Apart from the fruit element, there’s not that much that’s traditional about my version of Simnel cake! It’s egg free, dairy free and works well with gluten free flour. It’s low in sugar and refined oil (and you can miss it out completely if you like). And the marzipan is vegan too. The only thing I can’t make it is nut free. Although you could just make the fruit cake and forget about the marzipan. In fact, if you just want a tasty, plain fruit cake then do just that. It’s lovely!

This recipe includes glacé cherries. I’m always torn by these as they do contain a lot of sugar plus they bring back memories of my childhood of some horrid tasting ones. You can substitute more dried fruit for the cherries if you prefer. One top tip is to rinse the glacé cherries under a running tap to wash off some of the sugar syrup before using them – this helps to stop them dropping to the bottom of the cake as well as reducing the sugar content.

As you can see, I’ve not gone in for traditional decoration (no surprise there!). The mini eggs on top come from a company called Doisy and Dam who make chocolate products without animal ingredients or highly processed ingredients.

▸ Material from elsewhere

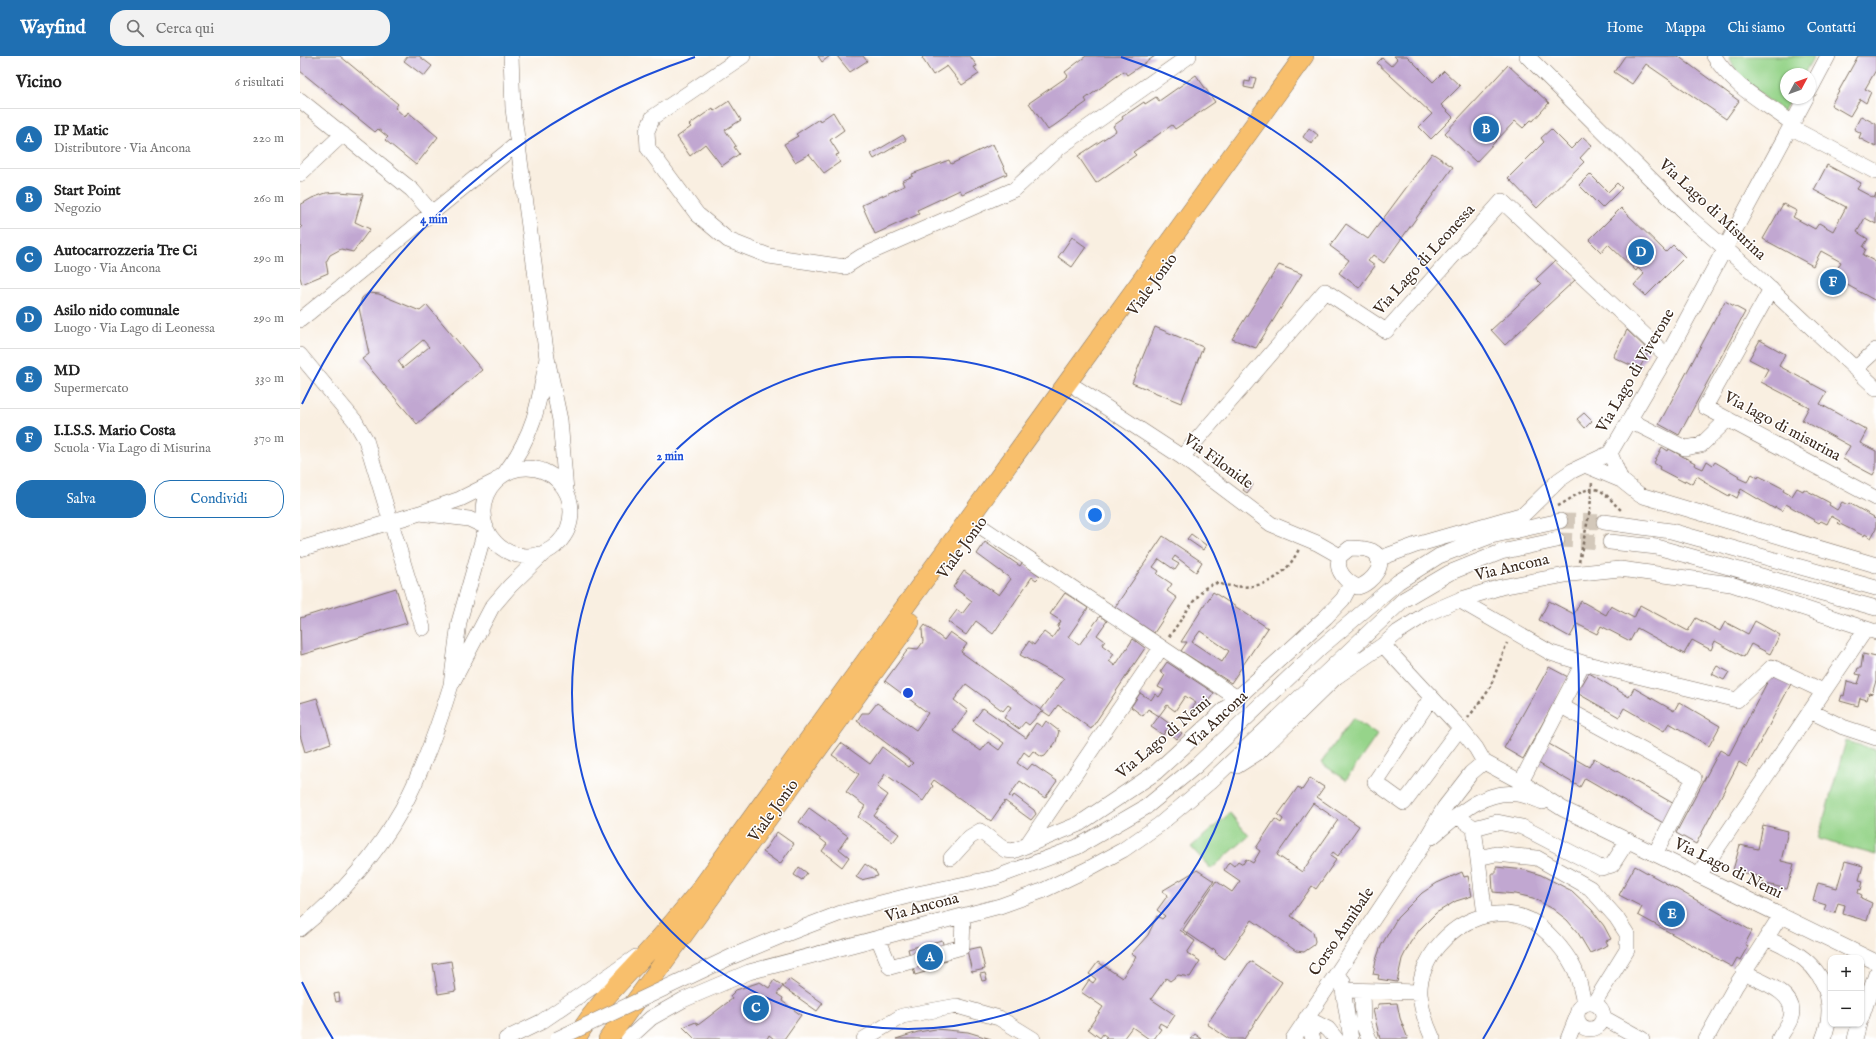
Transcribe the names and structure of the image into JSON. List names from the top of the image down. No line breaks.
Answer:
{"streets":{"main road":["Viale Jonio"],"street":["Via Lago di Misurina","Via Lago di Leonessa","Via Lago di Viverone","Via lago di misurina","Via Filonide","Via Ancona","Via Lago di Nemi","Corso Annibale"]},"crossings":[["Via Lago di Misurina","Via Lago di Viverone"],["Via Lago di Misurina","Via lago di misurina"],["Via Lago di Leonessa","Via Lago di Viverone"],["Via Lago di Leonessa","Via Filonide"],["Viale Jonio","Via Filonide"],["Viale Jonio","Via Lago di Nemi"],["Via Filonide","Via Lago di Nemi"]],"north":"top right","page":{"header":"Wayfind","search":"Cerca qui","nav":["Home","Mappa","Chi siamo","Contatti"],"heading":["Vicino","6 risultati"],"list":[{"mark":"A","name":"IP Matic","note":"Distributore · Via Ancona","value":"220 m"},{"mark":"B","name":"Start Point","note":"Negozio","value":"260 m"},{"mark":"C","name":"Autocarrozzeria Tre Ci","note":"Luogo · Via Ancona","value":"290 m"},{"mark":"D","name":"Asilo nido comunale","note":"Luogo · Via Lago di Leonessa","value":"290 m"},{"mark":"E","name":"MD","note":"Supermercato","value":"330 m"},{"mark":"F","name":"I.I.S.S. Mario Costa","note":"Scuola · Via Lago di Misurina","value":"370 m"}],"pins":["B","D","F","E","A","C"],"buttons":["Salva","Condividi"],"map_buttons":["+","−"]},"rings":["4 min","2 min"]}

Sadly they still contain lots of saturated fat from the cocoa butter so are not suitable for anyone follow a very low fat diet like Overcoming MS, but if you’re not, then check them out as apparently they’re a bit good.

If you enjoy fruit cake, then you will love this Simnel cake. Do let me know if you make it and how you get on. Wishing you a very Happy Easter!

Simnel Cake

A vegan and gluten free version of this traditional Easter cake. Miss off the marzipan and make a delightful light fruit cake.
Prep Time 20 mins
Cook Time 40 mins
Total Time 1 hr
Course Cake
Servings 12 slices

Equipment

  • 18 cm loose-bottomed cake tin

Ingredients
  

  • 1 portion vegan marzipan see link below
  • 270 grams self raising flour wholemeal or gluten free
  • 1 teaspoon baking powder gluten free if needed
  • 1 medium unwaxed lemon grated rind and juice
  • pinch salt
  • 400 grams dried mixed fruit
  • 150 grams glacé cherries rinsed and chopped
  • 250 ml soya milk
  • 50 grams coconut sugar
  • 60 ml olive oil or extra soya milk if oil free

Instructions
 

  • Line a 18cm loose-bottomed cake on the bottom and sides with a double layer of non-stick baking paper (this helps to minimise the risk of the edges getting over-cooked)
  • Make the marzipan as per the recipe in the link below and leave to firm up for 10 minutes.
  • Whilst the marzipan is firming up, weigh out the flour, baking powder, lemon rind and salt into a large bowl. Stir well to combine. Add the dried fruit (not the cherries) and stir again.
  • In another bowl or large jug, measure out the soya milk and add a tablespoon of lemon juice. Let it curdle for a couple of minutes then add the coconut sugar, olive oil and chopped glacé cherries.
  • Pre-heat the oven to 170ºC
  • Cut the marzipan in half. Place one half onto a silicon mat or sheet of non-stick baking paper. If it's really sticky, add an extra sprinkle or two of ground almonds and roll it out to a circle roughly the same diameter as the cake tin. Put to one side.
  • Pour the wet cake ingredients into the dry and mix thoroughly and quickly to combine. Make sure you've scrapped up all the flour from the bottom of the bowl.
  • Spoon half the mixture into the bottom of the prepared cake tin and spread it out. Carefully pick up the rolled out marzipan on the silicon mat or baking paper, turn it over above the tin and carefully peel it off to cover the cake mix. Don't worry if it breaks a bit as it won't get seen!
  • Spoon the remaining half of the mix over the top of the marzipan layer and spread it out to fill the tin. Tap the tin on the work top a couple of times then transfer it to the oven.
  • Bake in the middle of the oven for 40 minutes. Check to see if the cake it baked by piercing it with a skewer - if it comes out clean it's done. If not, return to the oven for a couple of minutes and check again. Be careful not to over cook - the cake continues to firm up once out of the oven.
  • Remove from the oven and leave to cool in the tin for 10 minutes, then remove and transfer to a rack to cool completely.
  • Finish decorating the cake once it is completely cold. Roll out the remaining marzipan and place over the top of the cake. If you're making marzipan balls, you'll need extra (see note below) or decorate with mini eggs or chicks as you desire.

Notes

Vegan marzipan recipe can be found here
If you are covering the cake with marzipan and making 11 balls, please double the recipe found in the link above.
Keyword Easter,, fruit cake, gluten free, OMS friendly, plant based, vegan

The Sensitive Foodie Guide to Christmas Cooking

It's December, and I now feel it's ok to start talking about Christmas. I always love this time of year; I'm particularly fond of all the seasonal treats! However, when you're a sensitive eater, whether because of food intolerances or health problems, it can be difficult to fully indulge.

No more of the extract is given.